What is Normalization?

Database normalization is the process of efficiently organizing data in a database. This process eliminates redundant data, for example, storing the same data in more than one table and ensures that data dependencies make sense. The benefits of this are saving space in database storage and making sure that data is stored in a logical form resulting in faster operations.

Imagine that you are responsible for keeping track of all the books being checked out of a library. You could use a single table to track all the critical information such as name, address, phone, book title and due date to name a few. This single table meets the basic need to keep track of who has checked out which book, but does have some serious flaws in terms of efficiency, space required, and maintenance time.

For example, as voracious reader Bob checks out more books over time, you will have to re-enter all of his contact information for every book each time. To re-enter Bob’s contact information wastes time, and increases the opportunity for error. Also, when an update is necessary like a change of address or phone number, each of Bob’s records must be located and corrected. If one of Bob’s records has a different phone number from the rest, is it a correction, a record overlooked during the last update, or a data-entry mistake?
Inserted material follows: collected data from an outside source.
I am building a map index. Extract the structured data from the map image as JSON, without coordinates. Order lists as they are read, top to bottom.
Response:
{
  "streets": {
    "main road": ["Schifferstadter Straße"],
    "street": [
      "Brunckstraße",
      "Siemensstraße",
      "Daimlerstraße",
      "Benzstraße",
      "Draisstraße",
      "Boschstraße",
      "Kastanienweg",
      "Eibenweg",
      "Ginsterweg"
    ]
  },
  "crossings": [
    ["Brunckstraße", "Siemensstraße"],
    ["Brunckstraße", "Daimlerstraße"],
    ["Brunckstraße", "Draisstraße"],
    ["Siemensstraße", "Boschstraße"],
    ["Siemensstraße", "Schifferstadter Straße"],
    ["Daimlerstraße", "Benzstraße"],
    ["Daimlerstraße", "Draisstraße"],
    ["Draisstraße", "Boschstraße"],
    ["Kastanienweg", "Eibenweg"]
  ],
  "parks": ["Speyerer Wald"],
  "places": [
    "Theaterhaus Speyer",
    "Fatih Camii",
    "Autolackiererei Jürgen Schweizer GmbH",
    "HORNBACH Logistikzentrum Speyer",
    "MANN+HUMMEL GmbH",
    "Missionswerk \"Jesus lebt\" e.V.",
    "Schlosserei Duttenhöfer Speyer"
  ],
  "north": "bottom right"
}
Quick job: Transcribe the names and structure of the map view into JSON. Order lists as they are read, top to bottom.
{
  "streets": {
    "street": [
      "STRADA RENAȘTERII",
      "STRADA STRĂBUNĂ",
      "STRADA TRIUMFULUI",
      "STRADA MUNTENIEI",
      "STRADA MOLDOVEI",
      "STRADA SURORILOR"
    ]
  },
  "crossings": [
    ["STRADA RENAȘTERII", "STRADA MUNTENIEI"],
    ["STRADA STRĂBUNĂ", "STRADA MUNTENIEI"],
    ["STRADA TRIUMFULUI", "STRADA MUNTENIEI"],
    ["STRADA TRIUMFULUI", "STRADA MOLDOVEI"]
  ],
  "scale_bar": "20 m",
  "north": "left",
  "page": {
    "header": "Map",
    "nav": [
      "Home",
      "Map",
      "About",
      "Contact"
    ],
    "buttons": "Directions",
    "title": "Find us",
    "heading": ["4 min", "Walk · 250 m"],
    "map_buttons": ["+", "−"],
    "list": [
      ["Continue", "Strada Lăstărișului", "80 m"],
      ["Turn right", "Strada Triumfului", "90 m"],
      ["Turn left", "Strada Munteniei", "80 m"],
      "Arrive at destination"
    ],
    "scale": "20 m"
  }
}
Many of these issues are avoided by dividing the information into multiple tables with the goal of having “a place for everything, and everything in its place.” Each piece of information should appear just once, simplifying data maintenance and decreasing the storage space required.

Schema

A schema is a logical database object holder. A database schema of a database system is its structure described in a formal language supported by the database management system. In simpler terms, schema is a container for database objects. It's a convention to help you better organize your tables.

Syntax

SQL follows a set of rules and guidelines called Syntax. Statement, which are like directions to follow, start with keywords like SELECT, INSERT, UPDATE, DELETE, ALTER, DROP, CREATE, USE, and SHOW to name just a few. All statements end with a semicolon (;). SQL is case insensitive, meaning that the keyword SELECT or select, will have the same meaning in SQL statements. The standard practice and what you see most often is uppercase for keywords.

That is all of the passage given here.